*PROBLEM STATEMENT*.
Output only the lines below from the one containing "M990,1163L1027,1181L1016,1204L1002,1197L997,1206L974,1193Z" to the one containing "M1131,1465L1157,1481L1143,1505L1116,1490Z", exactly as written, both ends kept.

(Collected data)
=-=-=

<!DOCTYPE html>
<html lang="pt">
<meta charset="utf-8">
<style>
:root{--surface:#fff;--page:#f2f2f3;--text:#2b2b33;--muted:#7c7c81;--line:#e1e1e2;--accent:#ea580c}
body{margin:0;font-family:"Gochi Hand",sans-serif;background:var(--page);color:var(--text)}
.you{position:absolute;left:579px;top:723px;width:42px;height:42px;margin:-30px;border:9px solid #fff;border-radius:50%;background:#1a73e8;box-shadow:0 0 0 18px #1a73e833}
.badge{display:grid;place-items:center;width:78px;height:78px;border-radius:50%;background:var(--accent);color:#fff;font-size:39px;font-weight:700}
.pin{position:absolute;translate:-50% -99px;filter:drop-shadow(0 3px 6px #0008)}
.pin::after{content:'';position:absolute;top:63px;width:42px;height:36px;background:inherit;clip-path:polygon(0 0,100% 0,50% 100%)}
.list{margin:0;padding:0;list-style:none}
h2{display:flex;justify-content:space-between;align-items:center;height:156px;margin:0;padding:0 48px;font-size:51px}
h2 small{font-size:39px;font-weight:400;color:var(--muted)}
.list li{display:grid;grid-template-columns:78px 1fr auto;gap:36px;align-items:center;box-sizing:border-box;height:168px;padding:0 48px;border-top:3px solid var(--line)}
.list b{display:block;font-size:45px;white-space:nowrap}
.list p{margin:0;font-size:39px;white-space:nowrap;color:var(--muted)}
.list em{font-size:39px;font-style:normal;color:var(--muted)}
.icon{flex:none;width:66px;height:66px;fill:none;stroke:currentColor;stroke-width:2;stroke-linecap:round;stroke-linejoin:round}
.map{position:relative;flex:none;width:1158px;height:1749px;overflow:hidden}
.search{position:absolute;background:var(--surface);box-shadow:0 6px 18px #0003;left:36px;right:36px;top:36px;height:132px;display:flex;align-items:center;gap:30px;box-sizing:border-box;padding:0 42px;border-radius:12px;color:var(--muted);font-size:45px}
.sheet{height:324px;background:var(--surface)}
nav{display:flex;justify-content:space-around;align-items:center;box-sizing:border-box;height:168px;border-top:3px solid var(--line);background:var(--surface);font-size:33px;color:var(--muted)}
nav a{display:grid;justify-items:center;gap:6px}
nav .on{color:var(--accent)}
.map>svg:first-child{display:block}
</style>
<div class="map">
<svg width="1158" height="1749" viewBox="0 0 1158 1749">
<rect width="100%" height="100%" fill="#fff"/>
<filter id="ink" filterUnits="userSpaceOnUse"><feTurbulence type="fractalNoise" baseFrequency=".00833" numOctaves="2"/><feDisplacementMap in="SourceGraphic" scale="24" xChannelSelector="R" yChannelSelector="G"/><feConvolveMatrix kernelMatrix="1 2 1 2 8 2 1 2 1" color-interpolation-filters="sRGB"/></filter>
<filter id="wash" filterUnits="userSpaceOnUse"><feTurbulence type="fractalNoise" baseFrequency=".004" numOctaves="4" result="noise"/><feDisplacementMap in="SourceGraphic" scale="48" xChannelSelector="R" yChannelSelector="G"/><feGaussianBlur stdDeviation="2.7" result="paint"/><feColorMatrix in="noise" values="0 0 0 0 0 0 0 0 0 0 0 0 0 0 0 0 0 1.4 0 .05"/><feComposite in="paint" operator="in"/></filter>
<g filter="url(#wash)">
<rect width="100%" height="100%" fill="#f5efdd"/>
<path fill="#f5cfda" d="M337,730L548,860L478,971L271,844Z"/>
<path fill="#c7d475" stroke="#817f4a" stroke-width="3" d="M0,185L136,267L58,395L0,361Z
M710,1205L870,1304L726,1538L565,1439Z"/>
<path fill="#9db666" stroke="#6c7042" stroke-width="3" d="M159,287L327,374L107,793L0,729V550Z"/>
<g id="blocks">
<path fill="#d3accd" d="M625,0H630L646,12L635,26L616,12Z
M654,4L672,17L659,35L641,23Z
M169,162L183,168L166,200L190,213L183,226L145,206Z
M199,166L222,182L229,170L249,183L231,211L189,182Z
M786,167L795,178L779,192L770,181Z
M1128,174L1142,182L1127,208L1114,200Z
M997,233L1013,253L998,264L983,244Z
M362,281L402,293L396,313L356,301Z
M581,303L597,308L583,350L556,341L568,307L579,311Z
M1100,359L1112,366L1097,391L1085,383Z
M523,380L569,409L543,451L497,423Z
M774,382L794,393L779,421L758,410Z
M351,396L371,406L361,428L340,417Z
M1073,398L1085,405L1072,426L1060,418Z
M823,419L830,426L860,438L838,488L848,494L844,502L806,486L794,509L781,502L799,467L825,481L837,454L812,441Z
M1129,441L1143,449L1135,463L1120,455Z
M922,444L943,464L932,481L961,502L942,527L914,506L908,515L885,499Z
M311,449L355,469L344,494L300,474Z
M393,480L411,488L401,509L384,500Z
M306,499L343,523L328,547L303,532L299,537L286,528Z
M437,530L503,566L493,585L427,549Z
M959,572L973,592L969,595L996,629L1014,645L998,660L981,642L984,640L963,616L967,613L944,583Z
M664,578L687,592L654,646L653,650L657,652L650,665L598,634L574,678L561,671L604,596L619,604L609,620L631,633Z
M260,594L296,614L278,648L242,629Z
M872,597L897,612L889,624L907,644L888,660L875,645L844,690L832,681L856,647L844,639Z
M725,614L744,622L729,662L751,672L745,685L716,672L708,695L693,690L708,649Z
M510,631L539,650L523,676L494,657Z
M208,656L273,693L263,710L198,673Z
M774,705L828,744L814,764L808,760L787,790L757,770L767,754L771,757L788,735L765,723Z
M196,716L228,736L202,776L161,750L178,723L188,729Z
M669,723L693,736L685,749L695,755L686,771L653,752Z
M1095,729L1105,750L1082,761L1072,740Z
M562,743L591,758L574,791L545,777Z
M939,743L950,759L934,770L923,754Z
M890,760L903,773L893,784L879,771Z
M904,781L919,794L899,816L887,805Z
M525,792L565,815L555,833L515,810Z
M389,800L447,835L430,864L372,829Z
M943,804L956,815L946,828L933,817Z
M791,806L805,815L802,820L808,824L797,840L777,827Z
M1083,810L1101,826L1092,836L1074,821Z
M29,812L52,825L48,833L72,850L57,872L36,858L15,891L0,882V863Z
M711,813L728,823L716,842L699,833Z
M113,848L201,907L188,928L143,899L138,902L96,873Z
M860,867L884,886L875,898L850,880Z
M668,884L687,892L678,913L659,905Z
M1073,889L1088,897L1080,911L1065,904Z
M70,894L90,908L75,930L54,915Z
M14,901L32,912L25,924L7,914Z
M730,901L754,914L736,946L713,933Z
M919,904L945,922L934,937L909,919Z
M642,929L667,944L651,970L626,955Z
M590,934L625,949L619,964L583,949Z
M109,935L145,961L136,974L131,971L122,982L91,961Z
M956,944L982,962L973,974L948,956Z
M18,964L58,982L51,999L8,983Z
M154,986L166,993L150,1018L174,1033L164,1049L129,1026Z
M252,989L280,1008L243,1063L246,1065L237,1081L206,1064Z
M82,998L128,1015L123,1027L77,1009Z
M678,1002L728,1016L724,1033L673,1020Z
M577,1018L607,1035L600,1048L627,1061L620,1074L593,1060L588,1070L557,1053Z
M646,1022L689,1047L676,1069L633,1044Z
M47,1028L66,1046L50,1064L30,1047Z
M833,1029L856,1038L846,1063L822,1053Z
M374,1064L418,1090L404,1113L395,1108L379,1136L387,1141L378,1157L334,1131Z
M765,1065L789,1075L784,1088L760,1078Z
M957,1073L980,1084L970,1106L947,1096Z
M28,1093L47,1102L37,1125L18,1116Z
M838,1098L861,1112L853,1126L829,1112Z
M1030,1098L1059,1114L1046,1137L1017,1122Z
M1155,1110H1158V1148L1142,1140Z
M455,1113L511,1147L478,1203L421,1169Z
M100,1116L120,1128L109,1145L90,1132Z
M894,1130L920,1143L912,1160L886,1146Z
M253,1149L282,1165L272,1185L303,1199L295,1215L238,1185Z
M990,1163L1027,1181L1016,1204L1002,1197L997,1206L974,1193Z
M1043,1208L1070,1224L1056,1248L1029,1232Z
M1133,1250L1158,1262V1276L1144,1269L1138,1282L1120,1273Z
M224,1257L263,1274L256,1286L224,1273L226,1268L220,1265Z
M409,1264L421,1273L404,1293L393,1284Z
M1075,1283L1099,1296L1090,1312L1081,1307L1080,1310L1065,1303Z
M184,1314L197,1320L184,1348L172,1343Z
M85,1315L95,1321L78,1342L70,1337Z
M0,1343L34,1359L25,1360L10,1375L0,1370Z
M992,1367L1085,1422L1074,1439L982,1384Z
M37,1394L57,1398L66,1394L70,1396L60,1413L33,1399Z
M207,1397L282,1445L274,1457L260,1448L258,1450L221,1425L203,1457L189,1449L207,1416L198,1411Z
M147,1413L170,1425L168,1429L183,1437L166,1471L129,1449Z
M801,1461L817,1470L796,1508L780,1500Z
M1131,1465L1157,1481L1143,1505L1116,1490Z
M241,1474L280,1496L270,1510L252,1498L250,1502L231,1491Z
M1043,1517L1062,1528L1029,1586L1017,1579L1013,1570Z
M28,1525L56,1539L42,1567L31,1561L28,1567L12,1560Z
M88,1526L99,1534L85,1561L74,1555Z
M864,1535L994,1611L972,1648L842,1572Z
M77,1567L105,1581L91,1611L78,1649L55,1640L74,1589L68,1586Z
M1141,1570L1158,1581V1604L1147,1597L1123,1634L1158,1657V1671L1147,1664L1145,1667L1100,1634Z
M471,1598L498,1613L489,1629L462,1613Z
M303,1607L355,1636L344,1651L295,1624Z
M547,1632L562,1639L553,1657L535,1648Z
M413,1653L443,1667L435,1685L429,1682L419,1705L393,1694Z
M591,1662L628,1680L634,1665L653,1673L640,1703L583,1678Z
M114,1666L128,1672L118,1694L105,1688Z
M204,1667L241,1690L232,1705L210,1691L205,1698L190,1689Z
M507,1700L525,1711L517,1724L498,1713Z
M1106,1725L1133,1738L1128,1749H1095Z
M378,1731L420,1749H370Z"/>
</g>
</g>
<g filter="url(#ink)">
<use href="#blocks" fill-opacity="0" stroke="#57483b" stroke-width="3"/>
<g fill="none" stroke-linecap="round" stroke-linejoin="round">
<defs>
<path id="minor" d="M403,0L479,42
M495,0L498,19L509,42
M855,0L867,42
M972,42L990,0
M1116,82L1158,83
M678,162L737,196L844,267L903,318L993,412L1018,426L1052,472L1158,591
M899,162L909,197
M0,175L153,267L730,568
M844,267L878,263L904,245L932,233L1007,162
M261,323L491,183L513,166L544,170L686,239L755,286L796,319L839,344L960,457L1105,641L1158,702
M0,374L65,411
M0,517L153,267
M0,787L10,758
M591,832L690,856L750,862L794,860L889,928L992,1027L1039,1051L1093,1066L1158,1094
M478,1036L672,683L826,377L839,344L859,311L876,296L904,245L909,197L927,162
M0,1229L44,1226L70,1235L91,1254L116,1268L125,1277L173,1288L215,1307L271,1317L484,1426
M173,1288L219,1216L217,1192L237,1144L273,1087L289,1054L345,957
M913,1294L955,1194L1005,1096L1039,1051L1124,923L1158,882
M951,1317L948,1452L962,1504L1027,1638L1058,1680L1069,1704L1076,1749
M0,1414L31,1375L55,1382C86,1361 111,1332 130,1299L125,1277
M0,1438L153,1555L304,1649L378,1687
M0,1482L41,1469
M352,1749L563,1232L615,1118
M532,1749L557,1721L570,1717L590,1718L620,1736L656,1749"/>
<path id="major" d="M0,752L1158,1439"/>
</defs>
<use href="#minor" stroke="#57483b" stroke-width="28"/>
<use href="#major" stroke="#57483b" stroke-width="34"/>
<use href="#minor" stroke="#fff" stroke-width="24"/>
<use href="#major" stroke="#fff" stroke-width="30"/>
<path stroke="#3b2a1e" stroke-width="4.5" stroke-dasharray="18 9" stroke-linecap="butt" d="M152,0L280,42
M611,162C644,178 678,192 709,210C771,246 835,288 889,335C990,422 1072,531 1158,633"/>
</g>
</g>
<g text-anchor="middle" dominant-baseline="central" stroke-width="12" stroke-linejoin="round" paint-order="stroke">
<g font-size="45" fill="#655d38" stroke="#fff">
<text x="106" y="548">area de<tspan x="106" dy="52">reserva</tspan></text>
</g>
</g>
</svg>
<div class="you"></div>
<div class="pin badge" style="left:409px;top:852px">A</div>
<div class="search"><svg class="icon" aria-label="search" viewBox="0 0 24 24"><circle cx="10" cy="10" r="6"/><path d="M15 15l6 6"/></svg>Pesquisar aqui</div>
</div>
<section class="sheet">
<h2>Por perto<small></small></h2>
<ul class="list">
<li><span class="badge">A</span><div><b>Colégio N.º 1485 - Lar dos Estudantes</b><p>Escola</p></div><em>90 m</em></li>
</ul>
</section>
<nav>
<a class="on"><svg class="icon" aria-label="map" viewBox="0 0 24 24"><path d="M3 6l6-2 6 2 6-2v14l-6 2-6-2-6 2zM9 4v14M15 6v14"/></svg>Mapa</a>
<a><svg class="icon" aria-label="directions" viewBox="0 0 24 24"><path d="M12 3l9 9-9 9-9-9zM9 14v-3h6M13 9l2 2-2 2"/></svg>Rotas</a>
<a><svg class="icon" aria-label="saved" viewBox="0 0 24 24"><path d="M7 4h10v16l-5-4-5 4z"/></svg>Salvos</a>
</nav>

=-=-=

*SOLUTION TO THIS EXERCISE*.
M990,1163L1027,1181L1016,1204L1002,1197L997,1206L974,1193Z
M1043,1208L1070,1224L1056,1248L1029,1232Z
M1133,1250L1158,1262V1276L1144,1269L1138,1282L1120,1273Z
M224,1257L263,1274L256,1286L224,1273L226,1268L220,1265Z
M409,1264L421,1273L404,1293L393,1284Z
M1075,1283L1099,1296L1090,1312L1081,1307L1080,1310L1065,1303Z
M184,1314L197,1320L184,1348L172,1343Z
M85,1315L95,1321L78,1342L70,1337Z
M0,1343L34,1359L25,1360L10,1375L0,1370Z
M992,1367L1085,1422L1074,1439L982,1384Z
M37,1394L57,1398L66,1394L70,1396L60,1413L33,1399Z
M207,1397L282,1445L274,1457L260,1448L258,1450L221,1425L203,1457L189,1449L207,1416L198,1411Z
M147,1413L170,1425L168,1429L183,1437L166,1471L129,1449Z
M801,1461L817,1470L796,1508L780,1500Z
M1131,1465L1157,1481L1143,1505L1116,1490Z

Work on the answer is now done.